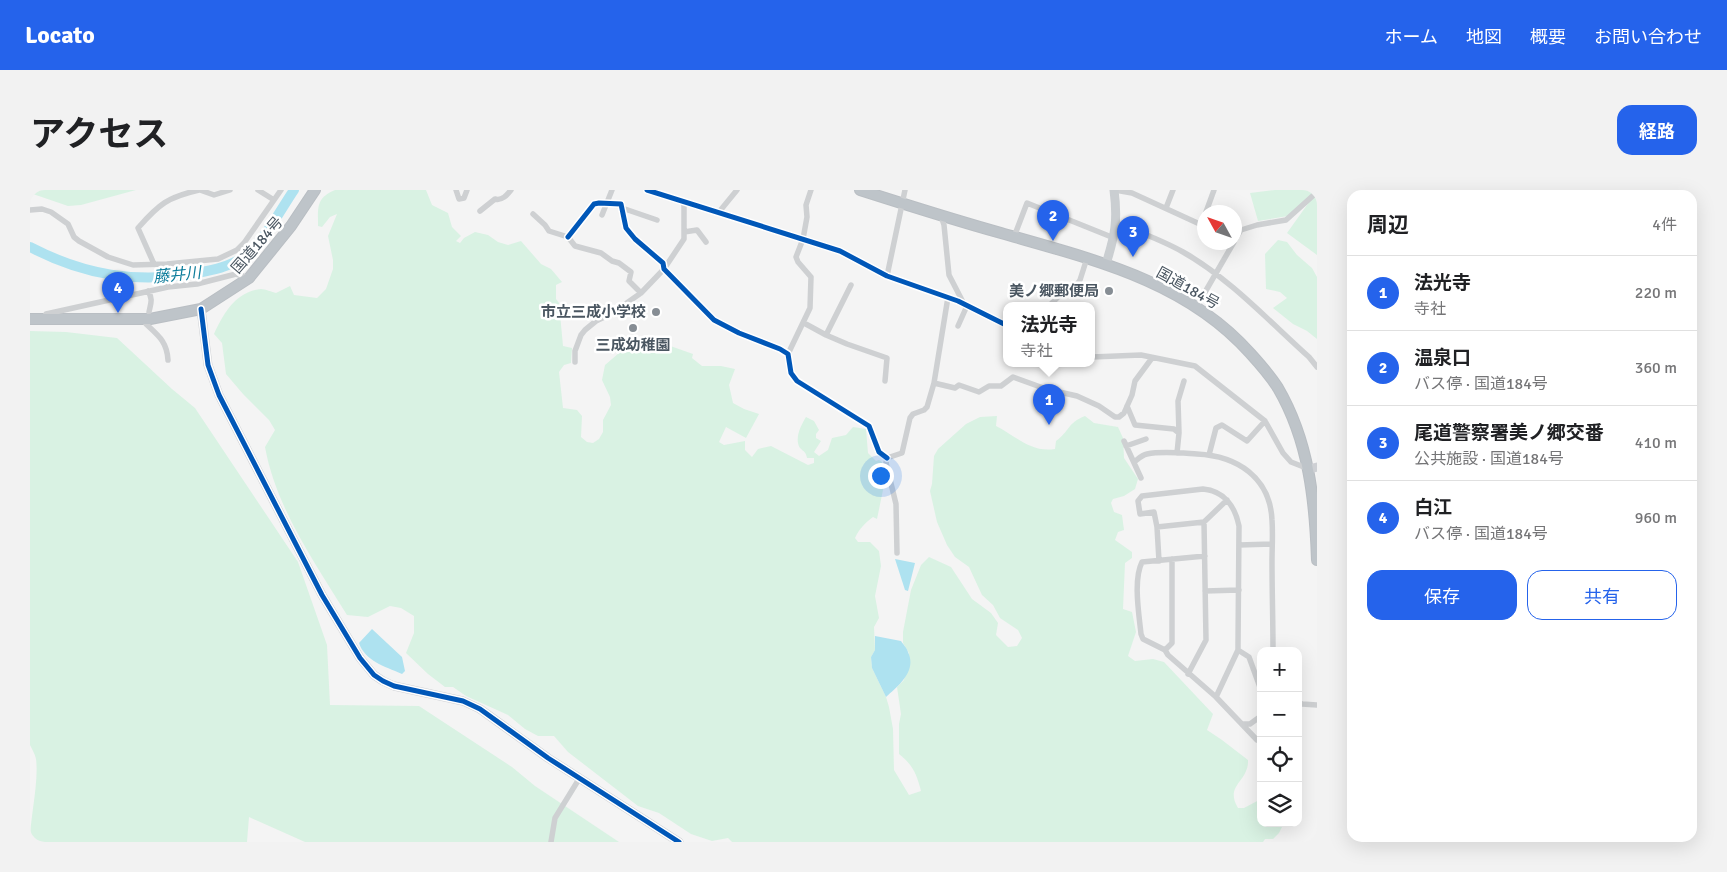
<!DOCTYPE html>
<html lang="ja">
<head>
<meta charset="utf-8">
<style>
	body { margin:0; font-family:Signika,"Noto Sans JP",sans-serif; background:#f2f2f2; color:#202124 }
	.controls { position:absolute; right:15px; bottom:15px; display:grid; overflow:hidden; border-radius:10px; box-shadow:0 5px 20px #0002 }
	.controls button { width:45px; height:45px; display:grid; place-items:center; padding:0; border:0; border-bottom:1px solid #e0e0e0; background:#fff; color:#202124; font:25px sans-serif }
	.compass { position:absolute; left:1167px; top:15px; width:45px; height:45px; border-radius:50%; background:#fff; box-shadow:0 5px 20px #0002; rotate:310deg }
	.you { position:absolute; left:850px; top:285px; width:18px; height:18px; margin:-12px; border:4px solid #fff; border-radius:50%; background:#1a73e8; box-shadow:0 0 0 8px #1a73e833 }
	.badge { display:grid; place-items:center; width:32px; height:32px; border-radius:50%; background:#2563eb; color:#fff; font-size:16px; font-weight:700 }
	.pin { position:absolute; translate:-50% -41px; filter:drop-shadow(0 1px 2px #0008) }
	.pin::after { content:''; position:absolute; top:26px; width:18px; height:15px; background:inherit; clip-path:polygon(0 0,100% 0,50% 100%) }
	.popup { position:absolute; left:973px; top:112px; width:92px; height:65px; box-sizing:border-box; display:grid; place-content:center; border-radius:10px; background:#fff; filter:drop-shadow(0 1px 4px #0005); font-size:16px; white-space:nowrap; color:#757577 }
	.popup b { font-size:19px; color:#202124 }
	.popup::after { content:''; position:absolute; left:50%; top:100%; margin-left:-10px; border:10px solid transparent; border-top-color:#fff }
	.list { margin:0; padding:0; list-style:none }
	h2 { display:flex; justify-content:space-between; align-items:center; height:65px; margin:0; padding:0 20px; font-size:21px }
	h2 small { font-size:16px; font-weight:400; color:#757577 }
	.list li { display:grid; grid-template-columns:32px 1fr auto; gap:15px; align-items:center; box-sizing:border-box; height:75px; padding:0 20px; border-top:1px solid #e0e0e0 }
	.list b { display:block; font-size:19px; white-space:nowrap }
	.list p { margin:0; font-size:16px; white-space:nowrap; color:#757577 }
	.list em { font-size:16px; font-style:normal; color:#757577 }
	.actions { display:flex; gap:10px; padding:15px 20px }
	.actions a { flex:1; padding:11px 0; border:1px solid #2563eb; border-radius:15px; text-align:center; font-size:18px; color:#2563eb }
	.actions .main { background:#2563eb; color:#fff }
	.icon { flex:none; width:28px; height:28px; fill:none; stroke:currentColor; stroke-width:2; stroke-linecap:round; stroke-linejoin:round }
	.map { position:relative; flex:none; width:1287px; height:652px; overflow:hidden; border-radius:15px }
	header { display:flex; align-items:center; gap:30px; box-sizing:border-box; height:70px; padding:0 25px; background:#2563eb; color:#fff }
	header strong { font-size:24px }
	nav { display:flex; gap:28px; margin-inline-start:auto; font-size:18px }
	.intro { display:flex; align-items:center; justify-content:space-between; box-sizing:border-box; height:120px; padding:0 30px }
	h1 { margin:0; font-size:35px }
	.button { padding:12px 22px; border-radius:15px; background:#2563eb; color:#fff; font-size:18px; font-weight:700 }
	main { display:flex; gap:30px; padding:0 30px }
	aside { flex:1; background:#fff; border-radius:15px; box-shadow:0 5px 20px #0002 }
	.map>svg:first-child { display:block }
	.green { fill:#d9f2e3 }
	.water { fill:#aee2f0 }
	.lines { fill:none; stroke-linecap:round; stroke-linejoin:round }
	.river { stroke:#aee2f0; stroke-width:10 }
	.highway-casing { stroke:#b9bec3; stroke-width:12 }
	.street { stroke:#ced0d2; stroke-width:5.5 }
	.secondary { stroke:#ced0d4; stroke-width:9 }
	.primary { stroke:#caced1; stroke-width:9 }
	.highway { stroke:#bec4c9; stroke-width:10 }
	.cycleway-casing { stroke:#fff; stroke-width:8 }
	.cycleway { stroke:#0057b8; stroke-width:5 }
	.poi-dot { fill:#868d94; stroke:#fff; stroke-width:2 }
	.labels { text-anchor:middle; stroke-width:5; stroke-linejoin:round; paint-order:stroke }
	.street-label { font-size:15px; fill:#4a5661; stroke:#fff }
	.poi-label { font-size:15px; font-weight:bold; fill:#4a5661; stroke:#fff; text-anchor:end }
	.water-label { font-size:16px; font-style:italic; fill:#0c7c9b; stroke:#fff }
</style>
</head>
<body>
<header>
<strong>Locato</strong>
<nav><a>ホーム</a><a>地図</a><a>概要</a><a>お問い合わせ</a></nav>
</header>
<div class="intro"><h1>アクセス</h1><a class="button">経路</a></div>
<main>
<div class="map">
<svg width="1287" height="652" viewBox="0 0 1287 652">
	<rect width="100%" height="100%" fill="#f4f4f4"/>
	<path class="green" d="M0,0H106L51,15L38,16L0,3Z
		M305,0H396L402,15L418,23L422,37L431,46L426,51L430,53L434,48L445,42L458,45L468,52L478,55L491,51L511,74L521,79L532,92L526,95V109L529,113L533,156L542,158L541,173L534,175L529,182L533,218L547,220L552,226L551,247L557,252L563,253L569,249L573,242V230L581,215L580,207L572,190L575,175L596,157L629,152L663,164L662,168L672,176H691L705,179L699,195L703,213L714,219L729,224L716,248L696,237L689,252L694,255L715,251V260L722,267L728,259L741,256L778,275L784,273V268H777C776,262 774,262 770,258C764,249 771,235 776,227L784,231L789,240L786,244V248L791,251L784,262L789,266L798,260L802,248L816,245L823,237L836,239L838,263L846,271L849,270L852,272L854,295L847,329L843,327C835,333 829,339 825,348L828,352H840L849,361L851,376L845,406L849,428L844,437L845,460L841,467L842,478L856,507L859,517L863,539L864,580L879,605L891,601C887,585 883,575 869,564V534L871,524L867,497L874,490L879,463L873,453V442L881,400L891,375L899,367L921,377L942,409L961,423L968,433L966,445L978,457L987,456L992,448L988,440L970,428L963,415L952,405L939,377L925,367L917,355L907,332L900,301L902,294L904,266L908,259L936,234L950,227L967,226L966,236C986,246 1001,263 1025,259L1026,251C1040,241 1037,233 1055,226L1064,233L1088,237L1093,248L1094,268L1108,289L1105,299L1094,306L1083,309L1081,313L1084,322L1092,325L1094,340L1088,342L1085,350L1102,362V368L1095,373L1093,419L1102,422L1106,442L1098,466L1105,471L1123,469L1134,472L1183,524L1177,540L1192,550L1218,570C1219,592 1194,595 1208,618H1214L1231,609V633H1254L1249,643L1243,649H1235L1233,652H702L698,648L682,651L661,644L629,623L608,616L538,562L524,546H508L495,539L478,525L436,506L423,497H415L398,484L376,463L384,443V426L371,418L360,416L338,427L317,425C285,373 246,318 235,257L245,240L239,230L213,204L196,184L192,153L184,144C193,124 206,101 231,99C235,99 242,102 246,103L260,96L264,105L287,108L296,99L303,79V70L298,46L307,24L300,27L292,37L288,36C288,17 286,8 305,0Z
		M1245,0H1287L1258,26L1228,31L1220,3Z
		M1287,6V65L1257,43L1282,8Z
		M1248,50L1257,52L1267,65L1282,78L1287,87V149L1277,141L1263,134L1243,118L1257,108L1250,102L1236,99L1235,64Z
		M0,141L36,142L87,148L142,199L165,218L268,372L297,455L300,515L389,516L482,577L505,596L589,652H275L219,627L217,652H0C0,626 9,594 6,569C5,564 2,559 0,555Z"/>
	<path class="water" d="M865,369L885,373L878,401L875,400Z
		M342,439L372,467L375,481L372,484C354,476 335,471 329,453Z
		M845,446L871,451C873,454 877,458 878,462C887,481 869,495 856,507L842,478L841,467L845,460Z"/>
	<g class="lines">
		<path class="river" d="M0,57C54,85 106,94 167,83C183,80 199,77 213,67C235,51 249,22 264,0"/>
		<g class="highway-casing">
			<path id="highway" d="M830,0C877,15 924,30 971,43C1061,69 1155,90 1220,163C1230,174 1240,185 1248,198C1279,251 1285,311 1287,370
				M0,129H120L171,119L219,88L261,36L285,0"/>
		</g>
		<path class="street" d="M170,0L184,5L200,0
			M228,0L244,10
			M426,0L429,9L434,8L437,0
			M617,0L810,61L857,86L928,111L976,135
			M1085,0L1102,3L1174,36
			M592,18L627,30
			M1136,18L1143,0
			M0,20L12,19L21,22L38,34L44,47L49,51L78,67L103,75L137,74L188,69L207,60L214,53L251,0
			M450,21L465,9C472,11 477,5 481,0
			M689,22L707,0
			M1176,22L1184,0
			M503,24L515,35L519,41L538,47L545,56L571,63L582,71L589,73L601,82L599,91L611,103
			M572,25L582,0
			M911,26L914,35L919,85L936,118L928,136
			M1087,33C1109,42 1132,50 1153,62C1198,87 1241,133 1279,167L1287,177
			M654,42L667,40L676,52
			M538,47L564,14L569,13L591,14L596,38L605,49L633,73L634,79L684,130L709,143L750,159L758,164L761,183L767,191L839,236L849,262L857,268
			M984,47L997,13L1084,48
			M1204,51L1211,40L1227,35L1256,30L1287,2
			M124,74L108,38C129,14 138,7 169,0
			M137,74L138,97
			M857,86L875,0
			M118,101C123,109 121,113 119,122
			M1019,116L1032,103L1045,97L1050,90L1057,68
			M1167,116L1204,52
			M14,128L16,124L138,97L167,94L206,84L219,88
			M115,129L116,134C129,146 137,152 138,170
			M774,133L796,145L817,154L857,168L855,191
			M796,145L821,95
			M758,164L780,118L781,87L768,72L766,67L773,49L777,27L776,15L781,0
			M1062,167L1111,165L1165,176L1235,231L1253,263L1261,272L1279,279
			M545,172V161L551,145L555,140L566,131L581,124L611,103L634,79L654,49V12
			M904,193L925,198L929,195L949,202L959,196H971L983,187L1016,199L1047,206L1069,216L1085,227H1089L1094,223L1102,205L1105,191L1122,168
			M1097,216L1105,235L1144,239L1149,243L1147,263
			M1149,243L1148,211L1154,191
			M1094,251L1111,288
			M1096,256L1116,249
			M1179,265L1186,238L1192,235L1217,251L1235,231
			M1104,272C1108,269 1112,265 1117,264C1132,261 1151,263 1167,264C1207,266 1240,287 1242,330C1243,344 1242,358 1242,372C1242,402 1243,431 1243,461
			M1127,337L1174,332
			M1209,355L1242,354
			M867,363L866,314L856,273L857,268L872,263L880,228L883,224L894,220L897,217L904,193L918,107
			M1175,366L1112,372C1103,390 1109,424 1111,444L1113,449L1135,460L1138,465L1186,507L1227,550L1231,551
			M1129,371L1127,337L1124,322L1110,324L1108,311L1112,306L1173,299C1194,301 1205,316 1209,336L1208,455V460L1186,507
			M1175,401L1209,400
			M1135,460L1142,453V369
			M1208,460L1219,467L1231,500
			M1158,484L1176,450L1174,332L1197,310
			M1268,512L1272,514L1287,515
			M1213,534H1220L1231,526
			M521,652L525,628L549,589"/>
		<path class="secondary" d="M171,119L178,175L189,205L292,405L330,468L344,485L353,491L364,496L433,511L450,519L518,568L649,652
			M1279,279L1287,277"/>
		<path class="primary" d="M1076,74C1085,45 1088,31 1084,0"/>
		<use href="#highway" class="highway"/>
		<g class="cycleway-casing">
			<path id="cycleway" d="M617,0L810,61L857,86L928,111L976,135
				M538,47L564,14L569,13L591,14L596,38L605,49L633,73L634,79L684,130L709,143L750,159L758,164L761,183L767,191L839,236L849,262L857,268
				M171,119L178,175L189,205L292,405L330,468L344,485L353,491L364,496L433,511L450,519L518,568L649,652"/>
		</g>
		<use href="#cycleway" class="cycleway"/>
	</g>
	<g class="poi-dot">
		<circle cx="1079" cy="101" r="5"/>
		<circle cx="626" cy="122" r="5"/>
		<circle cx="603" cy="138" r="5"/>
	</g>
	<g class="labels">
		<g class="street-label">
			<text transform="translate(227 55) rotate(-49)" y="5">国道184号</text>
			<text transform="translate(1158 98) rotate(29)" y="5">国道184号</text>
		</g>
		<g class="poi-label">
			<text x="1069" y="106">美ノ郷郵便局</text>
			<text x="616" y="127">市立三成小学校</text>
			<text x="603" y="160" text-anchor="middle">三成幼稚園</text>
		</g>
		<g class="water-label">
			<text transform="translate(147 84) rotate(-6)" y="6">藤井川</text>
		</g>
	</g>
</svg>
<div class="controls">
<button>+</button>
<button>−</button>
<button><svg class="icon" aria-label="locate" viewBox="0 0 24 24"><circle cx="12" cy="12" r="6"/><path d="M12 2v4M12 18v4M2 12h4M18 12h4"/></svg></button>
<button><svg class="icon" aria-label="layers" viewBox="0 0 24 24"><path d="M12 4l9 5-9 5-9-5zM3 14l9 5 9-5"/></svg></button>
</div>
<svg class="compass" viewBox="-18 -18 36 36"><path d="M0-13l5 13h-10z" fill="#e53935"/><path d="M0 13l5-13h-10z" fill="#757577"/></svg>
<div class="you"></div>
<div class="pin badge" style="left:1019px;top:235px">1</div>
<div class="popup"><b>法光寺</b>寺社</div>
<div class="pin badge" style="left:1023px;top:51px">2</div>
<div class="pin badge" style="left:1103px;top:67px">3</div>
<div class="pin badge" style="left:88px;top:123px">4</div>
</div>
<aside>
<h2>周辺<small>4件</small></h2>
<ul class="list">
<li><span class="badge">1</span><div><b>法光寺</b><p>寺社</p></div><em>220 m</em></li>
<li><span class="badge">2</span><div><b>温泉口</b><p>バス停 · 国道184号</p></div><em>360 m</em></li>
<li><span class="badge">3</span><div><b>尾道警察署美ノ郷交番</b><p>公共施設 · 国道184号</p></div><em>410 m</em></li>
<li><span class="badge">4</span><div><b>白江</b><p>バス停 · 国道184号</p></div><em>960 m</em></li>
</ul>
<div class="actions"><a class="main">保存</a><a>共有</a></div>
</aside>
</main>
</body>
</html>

=-=-=-=-=

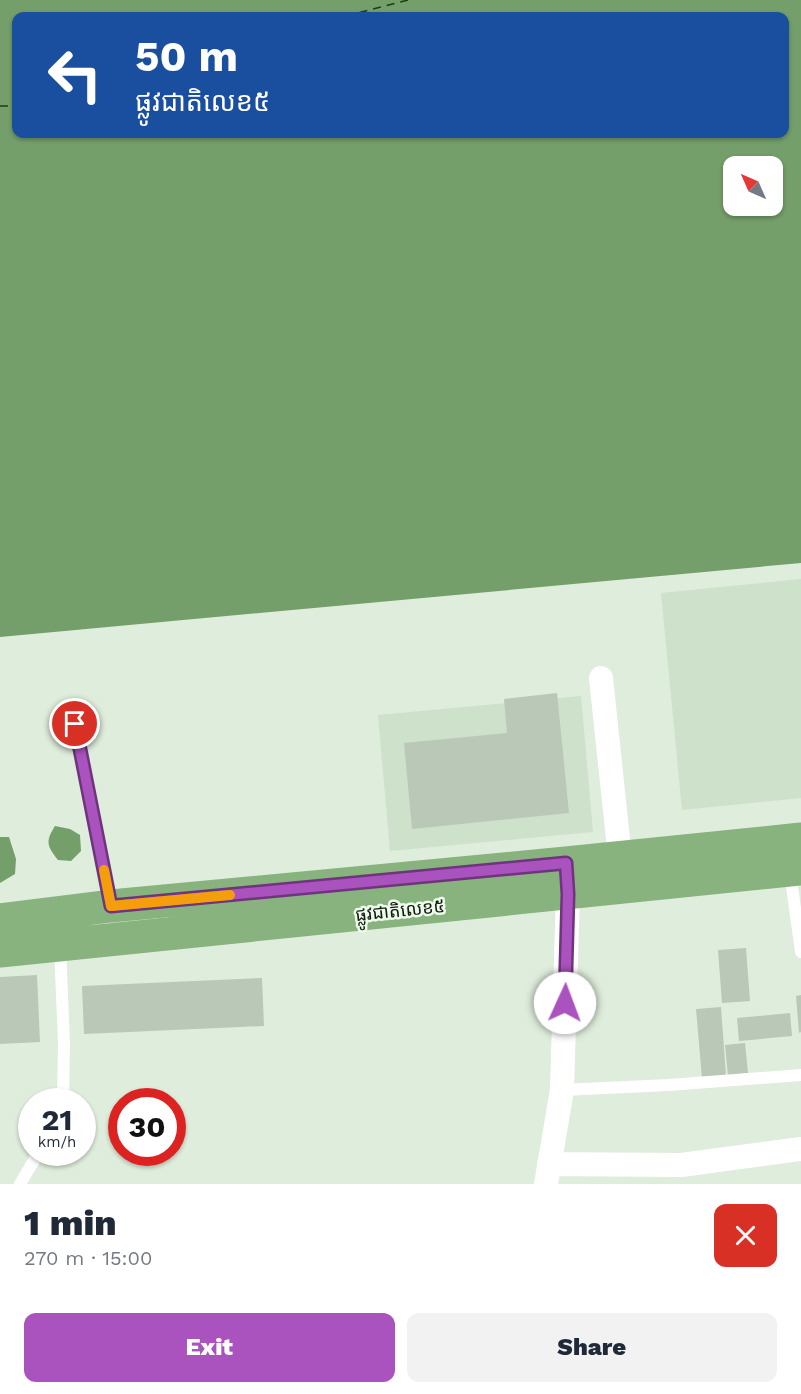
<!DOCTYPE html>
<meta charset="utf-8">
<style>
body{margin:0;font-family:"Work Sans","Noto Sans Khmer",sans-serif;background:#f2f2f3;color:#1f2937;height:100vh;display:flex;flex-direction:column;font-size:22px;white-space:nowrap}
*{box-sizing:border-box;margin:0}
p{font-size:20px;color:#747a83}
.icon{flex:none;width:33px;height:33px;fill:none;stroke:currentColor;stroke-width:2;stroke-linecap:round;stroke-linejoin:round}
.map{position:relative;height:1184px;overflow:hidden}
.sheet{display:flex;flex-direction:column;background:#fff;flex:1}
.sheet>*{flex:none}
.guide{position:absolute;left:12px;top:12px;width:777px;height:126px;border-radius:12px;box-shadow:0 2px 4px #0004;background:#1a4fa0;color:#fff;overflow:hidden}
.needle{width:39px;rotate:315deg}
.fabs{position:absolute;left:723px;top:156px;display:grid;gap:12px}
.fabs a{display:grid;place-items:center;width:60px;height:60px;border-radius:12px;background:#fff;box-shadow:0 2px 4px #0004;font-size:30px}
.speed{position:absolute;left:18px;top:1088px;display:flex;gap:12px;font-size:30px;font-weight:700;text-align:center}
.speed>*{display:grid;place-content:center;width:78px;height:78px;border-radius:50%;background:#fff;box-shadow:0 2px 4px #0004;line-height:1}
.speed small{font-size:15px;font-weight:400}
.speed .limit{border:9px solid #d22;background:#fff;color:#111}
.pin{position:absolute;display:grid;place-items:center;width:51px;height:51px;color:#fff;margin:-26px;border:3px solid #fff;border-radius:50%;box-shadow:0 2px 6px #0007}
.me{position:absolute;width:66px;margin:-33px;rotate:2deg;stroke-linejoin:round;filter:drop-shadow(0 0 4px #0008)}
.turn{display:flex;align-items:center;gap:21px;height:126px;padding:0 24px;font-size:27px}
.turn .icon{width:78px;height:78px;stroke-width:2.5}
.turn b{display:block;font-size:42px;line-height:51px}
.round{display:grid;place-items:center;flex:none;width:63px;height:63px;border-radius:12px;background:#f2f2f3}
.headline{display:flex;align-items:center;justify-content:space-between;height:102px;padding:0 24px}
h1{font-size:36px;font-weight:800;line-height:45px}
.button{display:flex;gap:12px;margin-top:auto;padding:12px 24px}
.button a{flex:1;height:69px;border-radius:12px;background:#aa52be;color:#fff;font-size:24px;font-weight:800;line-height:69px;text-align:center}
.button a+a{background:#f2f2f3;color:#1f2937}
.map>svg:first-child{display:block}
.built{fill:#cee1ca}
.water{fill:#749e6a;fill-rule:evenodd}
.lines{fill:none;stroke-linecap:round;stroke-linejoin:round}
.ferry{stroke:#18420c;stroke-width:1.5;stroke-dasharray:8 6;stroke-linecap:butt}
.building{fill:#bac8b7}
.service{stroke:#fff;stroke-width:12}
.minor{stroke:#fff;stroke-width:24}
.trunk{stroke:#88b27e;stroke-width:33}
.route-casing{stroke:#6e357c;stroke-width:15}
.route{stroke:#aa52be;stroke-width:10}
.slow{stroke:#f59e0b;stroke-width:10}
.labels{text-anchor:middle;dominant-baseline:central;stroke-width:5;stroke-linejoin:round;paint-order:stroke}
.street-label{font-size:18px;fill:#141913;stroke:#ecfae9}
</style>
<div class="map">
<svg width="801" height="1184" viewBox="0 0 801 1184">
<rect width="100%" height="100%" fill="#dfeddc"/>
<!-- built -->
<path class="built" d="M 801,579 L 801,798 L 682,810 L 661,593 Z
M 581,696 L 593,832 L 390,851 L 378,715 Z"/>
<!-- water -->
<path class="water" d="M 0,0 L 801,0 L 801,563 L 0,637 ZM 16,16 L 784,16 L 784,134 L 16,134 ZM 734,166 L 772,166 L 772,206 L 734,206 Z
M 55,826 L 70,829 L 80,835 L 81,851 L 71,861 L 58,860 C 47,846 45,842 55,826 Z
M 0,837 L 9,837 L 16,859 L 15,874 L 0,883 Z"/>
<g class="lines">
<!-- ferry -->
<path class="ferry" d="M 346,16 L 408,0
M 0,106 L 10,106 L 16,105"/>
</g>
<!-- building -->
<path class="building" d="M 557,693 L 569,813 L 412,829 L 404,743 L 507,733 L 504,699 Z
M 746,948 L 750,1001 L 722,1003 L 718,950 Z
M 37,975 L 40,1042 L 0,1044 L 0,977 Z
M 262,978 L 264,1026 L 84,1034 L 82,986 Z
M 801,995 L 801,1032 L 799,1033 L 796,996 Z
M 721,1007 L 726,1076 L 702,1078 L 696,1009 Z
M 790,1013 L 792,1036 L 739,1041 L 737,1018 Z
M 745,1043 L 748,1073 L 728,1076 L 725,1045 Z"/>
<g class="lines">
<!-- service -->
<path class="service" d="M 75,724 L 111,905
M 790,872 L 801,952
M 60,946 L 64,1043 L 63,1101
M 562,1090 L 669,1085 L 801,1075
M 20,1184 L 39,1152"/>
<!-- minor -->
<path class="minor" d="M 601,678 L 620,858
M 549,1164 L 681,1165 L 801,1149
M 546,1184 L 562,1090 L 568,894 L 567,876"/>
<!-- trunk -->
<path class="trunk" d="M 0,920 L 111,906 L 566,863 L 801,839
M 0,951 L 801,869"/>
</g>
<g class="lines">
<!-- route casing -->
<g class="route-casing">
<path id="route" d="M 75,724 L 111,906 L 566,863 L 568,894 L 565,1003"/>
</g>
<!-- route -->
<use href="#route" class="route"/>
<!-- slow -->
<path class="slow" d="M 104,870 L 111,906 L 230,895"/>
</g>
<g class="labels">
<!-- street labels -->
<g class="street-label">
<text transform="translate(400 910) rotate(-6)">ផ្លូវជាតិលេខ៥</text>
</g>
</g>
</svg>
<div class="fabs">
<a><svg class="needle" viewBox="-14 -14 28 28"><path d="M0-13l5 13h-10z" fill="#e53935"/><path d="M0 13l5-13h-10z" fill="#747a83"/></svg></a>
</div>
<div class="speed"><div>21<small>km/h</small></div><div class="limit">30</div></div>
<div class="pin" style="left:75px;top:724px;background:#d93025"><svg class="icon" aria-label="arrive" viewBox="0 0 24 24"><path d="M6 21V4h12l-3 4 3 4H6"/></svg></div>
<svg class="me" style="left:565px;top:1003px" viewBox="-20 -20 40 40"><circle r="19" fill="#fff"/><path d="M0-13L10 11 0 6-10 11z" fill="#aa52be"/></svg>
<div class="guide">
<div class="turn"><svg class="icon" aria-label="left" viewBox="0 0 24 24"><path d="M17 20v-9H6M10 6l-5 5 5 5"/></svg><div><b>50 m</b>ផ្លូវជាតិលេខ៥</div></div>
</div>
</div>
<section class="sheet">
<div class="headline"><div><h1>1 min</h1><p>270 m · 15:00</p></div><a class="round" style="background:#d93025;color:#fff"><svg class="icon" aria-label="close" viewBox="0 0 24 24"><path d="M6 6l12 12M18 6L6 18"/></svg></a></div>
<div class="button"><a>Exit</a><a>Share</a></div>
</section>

=-=-=-=-=

EXERCISE GOAL >> Reproduce verbatim only the segment of the listing bounded by the line containing "position:absolute; left:850px; top:285px;" and the line containing "content:''; position:absolute; top:26px;", with both boundary lines included.

RESPONSE >>
	.you { position:absolute; left:850px; top:285px; width:18px; height:18px; margin:-12px; border:4px solid #fff; border-radius:50%; background:#1a73e8; box-shadow:0 0 0 8px #1a73e833 }
	.badge { display:grid; place-items:center; width:32px; height:32px; border-radius:50%; background:#2563eb; color:#fff; font-size:16px; font-weight:700 }
	.pin { position:absolute; translate:-50% -41px; filter:drop-shadow(0 1px 2px #0008) }
	.pin::after { content:''; position:absolute; top:26px; width:18px; height:15px; background:inherit; clip-path:polygon(0 0,100% 0,50% 100%) }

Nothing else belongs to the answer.